▶ Problem requirements
Lines of the listing below that contain the string "rows" are to be returned.

▶ Dataset
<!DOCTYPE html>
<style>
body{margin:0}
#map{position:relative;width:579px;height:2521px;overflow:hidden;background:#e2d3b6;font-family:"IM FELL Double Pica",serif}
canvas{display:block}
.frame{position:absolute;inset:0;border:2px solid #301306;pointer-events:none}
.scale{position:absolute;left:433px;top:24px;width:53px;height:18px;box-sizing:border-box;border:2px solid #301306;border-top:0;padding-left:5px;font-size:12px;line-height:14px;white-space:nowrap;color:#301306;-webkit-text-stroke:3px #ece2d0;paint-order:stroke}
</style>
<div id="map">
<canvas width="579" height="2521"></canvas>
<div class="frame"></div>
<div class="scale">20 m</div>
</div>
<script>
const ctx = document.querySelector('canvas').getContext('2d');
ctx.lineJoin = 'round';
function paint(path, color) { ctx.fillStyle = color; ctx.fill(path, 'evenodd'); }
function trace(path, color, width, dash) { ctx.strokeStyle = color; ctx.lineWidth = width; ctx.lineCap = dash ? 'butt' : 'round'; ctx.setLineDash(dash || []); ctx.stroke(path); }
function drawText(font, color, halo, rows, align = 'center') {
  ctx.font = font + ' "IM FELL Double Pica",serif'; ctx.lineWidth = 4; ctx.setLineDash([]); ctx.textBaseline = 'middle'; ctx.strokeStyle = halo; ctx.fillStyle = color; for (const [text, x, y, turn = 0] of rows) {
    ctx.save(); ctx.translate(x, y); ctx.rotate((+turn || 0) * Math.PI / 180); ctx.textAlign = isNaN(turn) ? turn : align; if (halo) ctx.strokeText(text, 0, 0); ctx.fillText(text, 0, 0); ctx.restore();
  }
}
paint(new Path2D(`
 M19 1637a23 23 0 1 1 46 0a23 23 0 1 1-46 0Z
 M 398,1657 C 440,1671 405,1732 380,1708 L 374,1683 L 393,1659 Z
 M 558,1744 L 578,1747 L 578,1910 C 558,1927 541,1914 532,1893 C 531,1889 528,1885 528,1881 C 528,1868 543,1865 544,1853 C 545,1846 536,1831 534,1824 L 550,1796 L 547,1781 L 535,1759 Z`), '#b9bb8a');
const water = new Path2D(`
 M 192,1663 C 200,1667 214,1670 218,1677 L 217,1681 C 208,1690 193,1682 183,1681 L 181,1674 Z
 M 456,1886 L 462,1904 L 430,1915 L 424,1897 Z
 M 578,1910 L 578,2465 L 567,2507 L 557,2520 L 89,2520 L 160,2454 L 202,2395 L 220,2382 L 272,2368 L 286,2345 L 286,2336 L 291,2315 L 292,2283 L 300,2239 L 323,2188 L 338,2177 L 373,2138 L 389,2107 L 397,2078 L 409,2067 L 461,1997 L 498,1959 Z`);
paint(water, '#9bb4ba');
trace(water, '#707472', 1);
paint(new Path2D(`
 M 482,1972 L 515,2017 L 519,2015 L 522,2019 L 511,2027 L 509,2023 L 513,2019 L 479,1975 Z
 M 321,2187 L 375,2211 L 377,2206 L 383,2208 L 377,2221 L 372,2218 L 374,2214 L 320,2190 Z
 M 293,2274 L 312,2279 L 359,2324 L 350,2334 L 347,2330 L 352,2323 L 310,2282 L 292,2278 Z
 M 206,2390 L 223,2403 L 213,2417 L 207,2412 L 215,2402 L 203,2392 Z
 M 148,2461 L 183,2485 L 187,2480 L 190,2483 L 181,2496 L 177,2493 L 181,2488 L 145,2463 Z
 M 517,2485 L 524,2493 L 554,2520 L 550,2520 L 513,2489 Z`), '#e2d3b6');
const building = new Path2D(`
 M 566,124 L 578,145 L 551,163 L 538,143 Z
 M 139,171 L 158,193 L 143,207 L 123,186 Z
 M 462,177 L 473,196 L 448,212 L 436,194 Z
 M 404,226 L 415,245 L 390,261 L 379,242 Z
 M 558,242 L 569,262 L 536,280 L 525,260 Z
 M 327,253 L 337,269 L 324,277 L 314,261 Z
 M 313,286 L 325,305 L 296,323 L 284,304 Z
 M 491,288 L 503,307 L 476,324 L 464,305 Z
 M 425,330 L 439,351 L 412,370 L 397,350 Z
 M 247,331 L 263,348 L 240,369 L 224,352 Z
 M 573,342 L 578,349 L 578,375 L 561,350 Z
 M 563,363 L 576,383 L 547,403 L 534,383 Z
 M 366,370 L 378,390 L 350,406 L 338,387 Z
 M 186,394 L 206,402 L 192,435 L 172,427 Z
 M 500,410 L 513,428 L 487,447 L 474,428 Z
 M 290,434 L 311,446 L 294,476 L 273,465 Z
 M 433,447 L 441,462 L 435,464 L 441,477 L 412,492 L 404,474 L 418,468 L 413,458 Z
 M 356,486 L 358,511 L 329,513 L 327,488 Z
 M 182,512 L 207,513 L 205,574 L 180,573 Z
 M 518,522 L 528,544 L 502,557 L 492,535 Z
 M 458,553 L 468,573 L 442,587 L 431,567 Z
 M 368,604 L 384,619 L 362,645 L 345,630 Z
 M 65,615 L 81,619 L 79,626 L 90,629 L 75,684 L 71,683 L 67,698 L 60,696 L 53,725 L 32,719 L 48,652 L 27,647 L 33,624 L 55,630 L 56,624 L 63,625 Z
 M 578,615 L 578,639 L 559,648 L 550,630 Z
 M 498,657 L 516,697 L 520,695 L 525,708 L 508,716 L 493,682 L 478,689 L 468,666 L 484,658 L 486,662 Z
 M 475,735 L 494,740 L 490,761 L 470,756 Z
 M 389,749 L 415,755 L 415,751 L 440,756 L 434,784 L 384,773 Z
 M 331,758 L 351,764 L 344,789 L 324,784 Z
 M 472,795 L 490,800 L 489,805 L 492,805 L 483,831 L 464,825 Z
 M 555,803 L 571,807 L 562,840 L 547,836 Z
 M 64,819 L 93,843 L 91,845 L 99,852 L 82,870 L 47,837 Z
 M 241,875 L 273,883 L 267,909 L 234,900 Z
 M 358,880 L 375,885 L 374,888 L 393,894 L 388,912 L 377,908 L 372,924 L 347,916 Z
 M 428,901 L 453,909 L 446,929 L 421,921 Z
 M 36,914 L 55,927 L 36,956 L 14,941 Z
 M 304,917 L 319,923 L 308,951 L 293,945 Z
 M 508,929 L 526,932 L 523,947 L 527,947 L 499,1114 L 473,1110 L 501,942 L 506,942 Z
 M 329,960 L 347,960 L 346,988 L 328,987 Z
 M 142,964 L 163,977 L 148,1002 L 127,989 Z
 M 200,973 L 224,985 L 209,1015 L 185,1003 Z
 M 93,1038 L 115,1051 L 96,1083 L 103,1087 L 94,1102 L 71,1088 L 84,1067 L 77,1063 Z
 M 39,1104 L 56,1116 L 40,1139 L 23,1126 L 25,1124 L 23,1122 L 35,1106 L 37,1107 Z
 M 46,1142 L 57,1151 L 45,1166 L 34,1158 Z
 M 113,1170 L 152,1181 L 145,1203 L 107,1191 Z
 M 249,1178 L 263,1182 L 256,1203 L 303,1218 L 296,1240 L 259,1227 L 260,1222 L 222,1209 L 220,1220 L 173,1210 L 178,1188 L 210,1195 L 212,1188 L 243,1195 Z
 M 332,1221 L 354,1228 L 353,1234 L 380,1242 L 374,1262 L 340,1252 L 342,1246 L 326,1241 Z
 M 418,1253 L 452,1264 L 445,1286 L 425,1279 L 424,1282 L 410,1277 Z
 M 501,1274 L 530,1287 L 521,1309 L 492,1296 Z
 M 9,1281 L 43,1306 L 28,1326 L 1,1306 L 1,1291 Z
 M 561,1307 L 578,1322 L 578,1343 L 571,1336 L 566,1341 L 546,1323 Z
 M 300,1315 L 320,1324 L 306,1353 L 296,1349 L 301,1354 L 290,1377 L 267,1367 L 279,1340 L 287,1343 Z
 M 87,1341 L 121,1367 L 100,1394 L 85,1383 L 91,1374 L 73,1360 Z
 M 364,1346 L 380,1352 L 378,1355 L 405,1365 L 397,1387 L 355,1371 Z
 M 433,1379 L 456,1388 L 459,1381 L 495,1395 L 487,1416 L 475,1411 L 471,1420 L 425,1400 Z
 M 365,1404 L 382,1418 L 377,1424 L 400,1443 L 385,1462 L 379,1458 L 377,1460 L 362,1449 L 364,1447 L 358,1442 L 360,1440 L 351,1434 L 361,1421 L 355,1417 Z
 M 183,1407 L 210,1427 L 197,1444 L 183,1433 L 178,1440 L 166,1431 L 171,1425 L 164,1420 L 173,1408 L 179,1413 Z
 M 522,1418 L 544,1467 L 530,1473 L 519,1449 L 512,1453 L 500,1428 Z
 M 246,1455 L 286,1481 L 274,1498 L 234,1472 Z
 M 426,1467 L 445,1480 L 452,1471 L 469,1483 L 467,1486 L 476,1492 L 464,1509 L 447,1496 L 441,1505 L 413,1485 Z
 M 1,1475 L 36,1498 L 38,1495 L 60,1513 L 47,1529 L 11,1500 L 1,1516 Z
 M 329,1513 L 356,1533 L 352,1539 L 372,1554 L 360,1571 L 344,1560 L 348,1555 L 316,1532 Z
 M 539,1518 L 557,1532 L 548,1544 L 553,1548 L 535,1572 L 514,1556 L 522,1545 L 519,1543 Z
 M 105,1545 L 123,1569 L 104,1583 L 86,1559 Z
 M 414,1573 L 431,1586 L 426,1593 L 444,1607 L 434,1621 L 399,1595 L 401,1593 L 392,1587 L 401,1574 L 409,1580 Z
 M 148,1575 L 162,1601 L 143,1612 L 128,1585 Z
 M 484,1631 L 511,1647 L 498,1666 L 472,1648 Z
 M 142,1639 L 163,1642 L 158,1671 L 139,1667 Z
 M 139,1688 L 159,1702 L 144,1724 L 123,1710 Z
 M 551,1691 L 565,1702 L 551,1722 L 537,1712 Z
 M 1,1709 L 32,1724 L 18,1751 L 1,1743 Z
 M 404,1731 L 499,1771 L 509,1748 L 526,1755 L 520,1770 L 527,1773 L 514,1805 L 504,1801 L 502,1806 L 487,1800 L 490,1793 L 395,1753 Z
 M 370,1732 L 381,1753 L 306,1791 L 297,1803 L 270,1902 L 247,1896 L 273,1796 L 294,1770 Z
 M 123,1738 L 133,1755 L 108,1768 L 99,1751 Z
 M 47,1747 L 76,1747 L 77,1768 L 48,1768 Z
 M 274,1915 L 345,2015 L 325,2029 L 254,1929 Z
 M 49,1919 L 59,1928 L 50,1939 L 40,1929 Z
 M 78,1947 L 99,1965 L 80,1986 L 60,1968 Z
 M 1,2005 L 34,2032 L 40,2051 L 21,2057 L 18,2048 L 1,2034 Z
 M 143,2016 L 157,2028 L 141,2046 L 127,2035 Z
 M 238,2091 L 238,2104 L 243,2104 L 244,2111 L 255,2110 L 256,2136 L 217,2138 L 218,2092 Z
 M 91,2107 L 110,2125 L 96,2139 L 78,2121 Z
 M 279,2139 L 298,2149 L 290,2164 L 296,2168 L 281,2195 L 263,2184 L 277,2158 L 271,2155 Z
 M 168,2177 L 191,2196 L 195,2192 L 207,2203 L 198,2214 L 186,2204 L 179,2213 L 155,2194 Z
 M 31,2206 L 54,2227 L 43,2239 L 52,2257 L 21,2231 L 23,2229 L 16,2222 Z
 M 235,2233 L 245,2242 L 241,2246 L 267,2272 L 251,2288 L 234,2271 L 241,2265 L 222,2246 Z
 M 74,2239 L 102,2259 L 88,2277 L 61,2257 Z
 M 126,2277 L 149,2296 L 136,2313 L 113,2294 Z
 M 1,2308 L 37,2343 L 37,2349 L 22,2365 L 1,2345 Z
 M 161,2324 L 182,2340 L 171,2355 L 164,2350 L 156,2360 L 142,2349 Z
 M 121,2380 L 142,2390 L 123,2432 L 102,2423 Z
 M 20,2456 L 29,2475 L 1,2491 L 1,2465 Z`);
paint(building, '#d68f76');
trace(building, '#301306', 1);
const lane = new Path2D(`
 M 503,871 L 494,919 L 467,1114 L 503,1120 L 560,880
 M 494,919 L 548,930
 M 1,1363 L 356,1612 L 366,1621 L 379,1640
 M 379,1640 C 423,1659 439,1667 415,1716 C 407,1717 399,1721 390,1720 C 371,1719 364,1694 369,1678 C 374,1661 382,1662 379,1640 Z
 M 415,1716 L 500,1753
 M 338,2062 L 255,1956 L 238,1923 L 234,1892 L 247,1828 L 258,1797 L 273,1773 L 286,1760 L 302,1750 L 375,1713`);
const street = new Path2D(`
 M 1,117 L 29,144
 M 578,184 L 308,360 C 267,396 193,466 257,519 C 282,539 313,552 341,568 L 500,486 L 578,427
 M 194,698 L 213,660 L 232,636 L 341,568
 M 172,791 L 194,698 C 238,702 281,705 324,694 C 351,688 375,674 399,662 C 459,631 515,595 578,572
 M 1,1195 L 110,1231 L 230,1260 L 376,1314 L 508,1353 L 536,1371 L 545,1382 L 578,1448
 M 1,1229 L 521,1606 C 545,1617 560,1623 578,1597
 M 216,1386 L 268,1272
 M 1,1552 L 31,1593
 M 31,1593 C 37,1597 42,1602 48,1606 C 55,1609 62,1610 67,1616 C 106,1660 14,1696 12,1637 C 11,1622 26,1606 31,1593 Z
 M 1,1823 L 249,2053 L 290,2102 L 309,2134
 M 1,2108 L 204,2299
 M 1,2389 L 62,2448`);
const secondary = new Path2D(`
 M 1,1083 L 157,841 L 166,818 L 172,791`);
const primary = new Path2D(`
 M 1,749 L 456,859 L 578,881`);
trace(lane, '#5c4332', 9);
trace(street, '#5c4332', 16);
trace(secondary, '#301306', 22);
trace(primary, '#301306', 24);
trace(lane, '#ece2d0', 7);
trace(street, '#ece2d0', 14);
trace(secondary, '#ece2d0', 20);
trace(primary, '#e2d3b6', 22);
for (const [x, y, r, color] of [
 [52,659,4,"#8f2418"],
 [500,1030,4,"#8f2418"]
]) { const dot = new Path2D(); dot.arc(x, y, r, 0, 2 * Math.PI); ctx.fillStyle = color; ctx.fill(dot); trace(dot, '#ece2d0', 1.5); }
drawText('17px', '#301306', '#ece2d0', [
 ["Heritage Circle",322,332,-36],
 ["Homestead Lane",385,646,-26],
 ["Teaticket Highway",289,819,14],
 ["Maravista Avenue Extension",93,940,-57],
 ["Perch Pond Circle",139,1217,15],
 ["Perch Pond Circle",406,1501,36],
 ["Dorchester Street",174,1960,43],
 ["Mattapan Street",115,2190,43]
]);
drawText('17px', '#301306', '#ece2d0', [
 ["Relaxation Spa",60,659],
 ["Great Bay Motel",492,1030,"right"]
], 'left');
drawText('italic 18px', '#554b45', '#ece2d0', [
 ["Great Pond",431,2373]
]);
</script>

▶ Answer to this exercise
function drawText(font, color, halo, rows, align = 'center') {
  ctx.font = font + ' "IM FELL Double Pica",serif'; ctx.lineWidth = 4; ctx.setLineDash([]); ctx.textBaseline = 'middle'; ctx.strokeStyle = halo; ctx.fillStyle = color; for (const [text, x, y, turn = 0] of rows) {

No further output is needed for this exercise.